_Task material_.
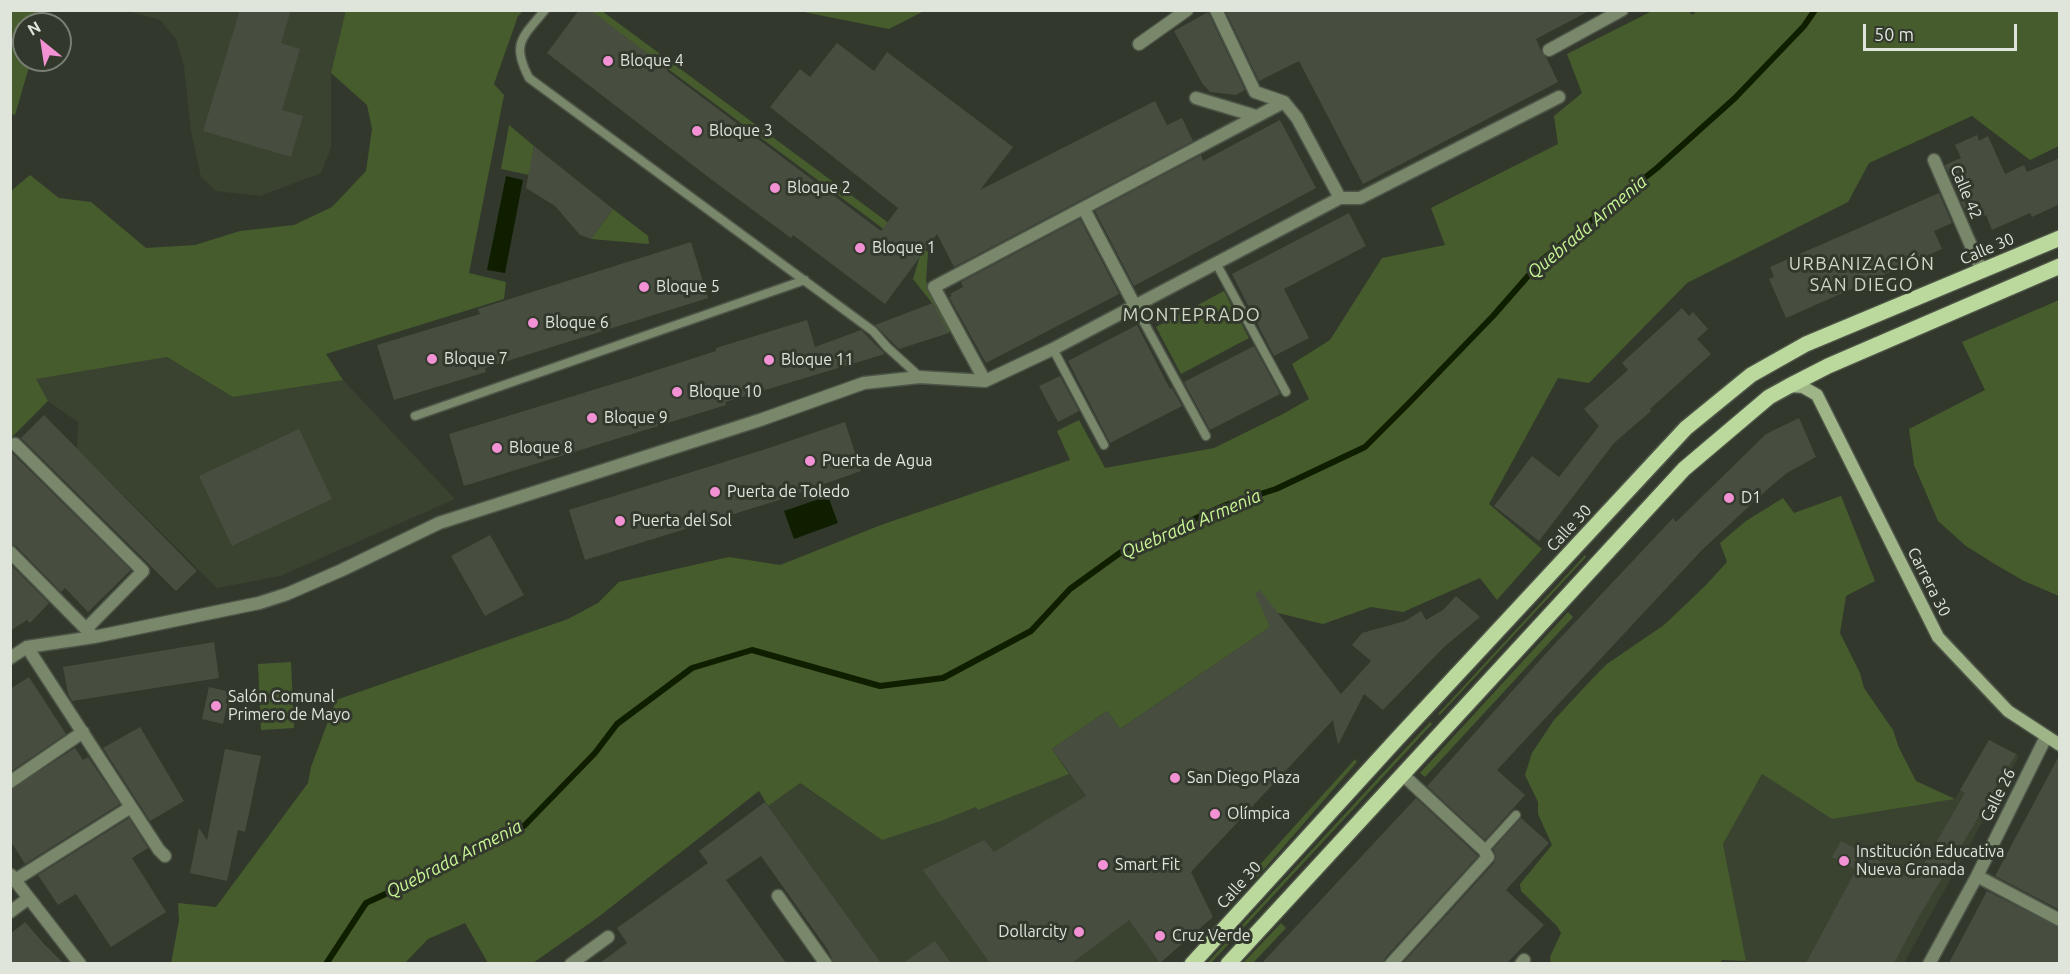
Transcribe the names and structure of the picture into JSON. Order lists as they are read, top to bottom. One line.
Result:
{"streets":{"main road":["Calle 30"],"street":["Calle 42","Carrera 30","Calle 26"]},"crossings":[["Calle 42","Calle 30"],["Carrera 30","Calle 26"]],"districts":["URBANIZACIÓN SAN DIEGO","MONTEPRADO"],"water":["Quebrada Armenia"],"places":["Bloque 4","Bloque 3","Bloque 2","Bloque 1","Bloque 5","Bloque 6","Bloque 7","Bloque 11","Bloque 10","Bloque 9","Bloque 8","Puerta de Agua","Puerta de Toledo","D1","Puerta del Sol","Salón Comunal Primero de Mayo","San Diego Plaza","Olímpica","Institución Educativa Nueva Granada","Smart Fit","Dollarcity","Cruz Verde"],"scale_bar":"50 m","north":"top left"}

==

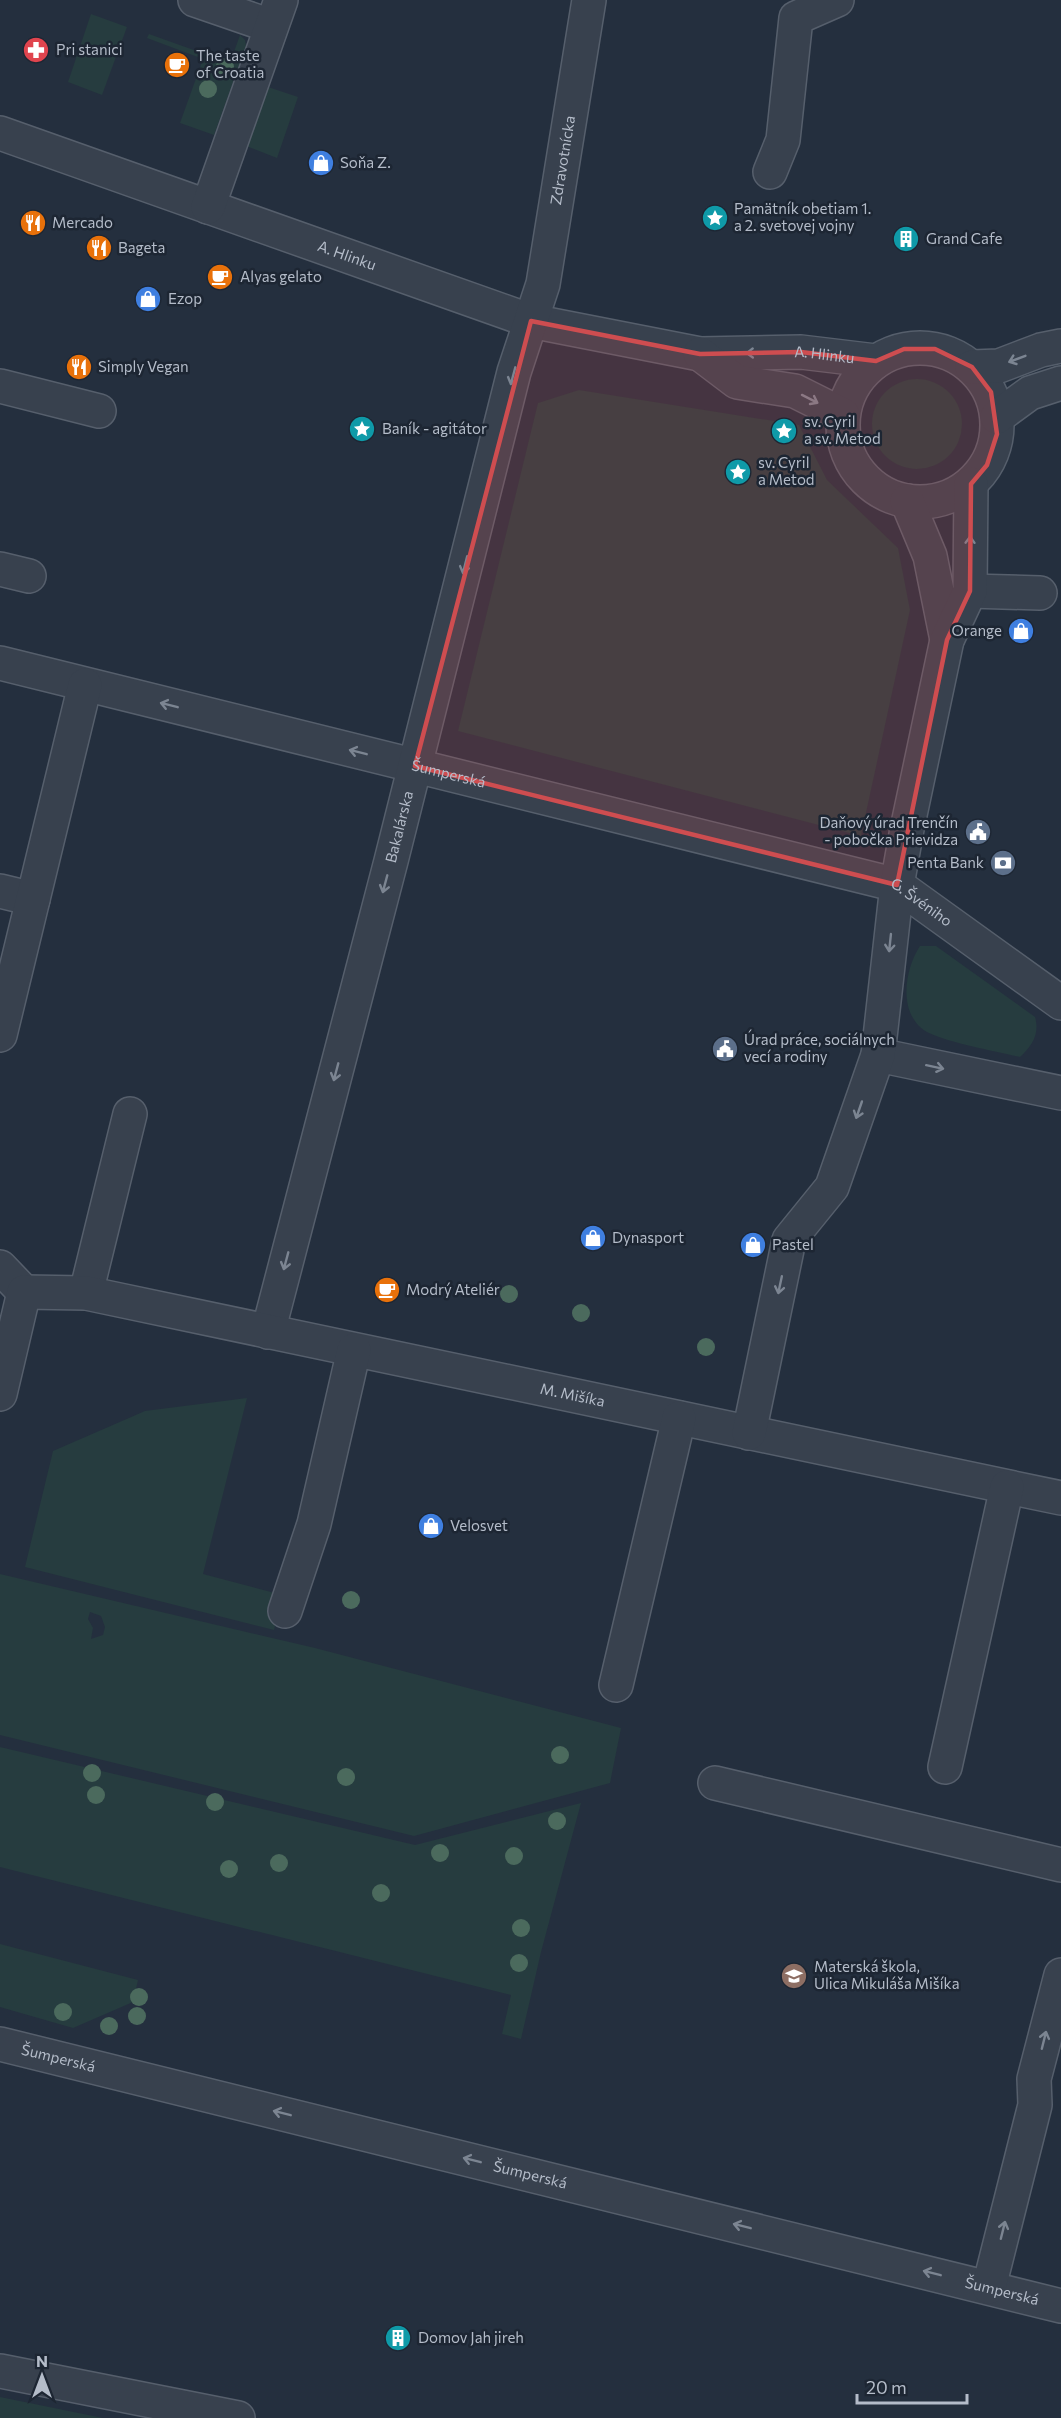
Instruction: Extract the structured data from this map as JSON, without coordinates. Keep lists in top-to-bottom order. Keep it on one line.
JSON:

_Problem details_. Every line that contains the string "bottom" should be copied from the entries.

_Exercise output_.
Transcribe the names and structure of the picture into JSON. Order lists as they are read, top to bottom. One line.
Instruction: Extract the structured data from this map as JSON, without coordinates. Keep lists in top-to-bottom order. Keep it on one line.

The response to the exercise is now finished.